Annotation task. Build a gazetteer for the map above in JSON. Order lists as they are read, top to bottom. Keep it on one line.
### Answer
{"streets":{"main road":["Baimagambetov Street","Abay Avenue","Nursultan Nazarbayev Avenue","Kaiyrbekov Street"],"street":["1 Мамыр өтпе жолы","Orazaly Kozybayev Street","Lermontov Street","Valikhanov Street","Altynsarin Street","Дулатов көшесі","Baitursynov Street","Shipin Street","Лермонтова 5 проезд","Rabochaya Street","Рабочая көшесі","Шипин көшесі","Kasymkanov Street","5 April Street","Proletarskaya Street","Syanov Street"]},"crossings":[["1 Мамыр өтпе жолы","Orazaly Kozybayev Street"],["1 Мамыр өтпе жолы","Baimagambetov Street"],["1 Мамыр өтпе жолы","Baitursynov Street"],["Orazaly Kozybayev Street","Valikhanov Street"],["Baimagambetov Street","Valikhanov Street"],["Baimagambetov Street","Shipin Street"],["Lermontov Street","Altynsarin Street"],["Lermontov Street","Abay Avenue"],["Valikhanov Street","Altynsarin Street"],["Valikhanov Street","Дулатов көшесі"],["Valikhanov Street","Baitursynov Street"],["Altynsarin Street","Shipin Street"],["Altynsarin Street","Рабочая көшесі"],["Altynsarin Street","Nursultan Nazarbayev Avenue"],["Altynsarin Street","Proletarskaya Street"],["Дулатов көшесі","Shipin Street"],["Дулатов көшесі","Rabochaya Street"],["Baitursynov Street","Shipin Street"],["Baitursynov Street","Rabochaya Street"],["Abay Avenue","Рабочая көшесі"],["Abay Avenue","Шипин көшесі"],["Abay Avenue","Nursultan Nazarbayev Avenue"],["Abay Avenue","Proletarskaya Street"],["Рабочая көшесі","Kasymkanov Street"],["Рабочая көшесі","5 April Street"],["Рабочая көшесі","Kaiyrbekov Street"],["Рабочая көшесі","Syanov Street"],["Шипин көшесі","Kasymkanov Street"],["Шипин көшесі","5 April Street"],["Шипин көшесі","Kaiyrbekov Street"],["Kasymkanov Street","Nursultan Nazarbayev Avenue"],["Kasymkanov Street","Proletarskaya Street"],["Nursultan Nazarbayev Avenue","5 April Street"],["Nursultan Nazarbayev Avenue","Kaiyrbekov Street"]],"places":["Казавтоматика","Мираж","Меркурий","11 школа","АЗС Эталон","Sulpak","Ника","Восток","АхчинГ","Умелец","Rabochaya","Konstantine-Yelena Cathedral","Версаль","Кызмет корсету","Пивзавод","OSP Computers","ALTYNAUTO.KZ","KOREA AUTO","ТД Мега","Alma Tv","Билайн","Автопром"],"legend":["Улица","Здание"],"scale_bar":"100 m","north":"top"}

- WORK REQUIRED
Output the full listing above once again, verbatim.

- SOLUTION BELOW
Annotation task. Build a gazetteer for the map above in JSON. Order lists as they are read, top to bottom. Keep it on one line.
### Answer
{"streets":{"main road":["Baimagambetov Street","Abay Avenue","Nursultan Nazarbayev Avenue","Kaiyrbekov Street"],"street":["1 Мамыр өтпе жолы","Orazaly Kozybayev Street","Lermontov Street","Valikhanov Street","Altynsarin Street","Дулатов көшесі","Baitursynov Street","Shipin Street","Лермонтова 5 проезд","Rabochaya Street","Рабочая көшесі","Шипин көшесі","Kasymkanov Street","5 April Street","Proletarskaya Street","Syanov Street"]},"crossings":[["1 Мамыр өтпе жолы","Orazaly Kozybayev Street"],["1 Мамыр өтпе жолы","Baimagambetov Street"],["1 Мамыр өтпе жолы","Baitursynov Street"],["Orazaly Kozybayev Street","Valikhanov Street"],["Baimagambetov Street","Valikhanov Street"],["Baimagambetov Street","Shipin Street"],["Lermontov Street","Altynsarin Street"],["Lermontov Street","Abay Avenue"],["Valikhanov Street","Altynsarin Street"],["Valikhanov Street","Дулатов көшесі"],["Valikhanov Street","Baitursynov Street"],["Altynsarin Street","Shipin Street"],["Altynsarin Street","Рабочая көшесі"],["Altynsarin Street","Nursultan Nazarbayev Avenue"],["Altynsarin Street","Proletarskaya Street"],["Дулатов көшесі","Shipin Street"],["Дулатов көшесі","Rabochaya Street"],["Baitursynov Street","Shipin Street"],["Baitursynov Street","Rabochaya Street"],["Abay Avenue","Рабочая көшесі"],["Abay Avenue","Шипин көшесі"],["Abay Avenue","Nursultan Nazarbayev Avenue"],["Abay Avenue","Proletarskaya Street"],["Рабочая көшесі","Kasymkanov Street"],["Рабочая көшесі","5 April Street"],["Рабочая көшесі","Kaiyrbekov Street"],["Рабочая көшесі","Syanov Street"],["Шипин көшесі","Kasymkanov Street"],["Шипин көшесі","5 April Street"],["Шипин көшесі","Kaiyrbekov Street"],["Kasymkanov Street","Nursultan Nazarbayev Avenue"],["Kasymkanov Street","Proletarskaya Street"],["Nursultan Nazarbayev Avenue","5 April Street"],["Nursultan Nazarbayev Avenue","Kaiyrbekov Street"]],"places":["Казавтоматика","Мираж","Меркурий","11 школа","АЗС Эталон","Sulpak","Ника","Восток","АхчинГ","Умелец","Rabochaya","Konstantine-Yelena Cathedral","Версаль","Кызмет корсету","Пивзавод","OSP Computers","ALTYNAUTO.KZ","KOREA AUTO","ТД Мега","Alma Tv","Билайн","Автопром"],"legend":["Улица","Здание"],"scale_bar":"100 m","north":"top"}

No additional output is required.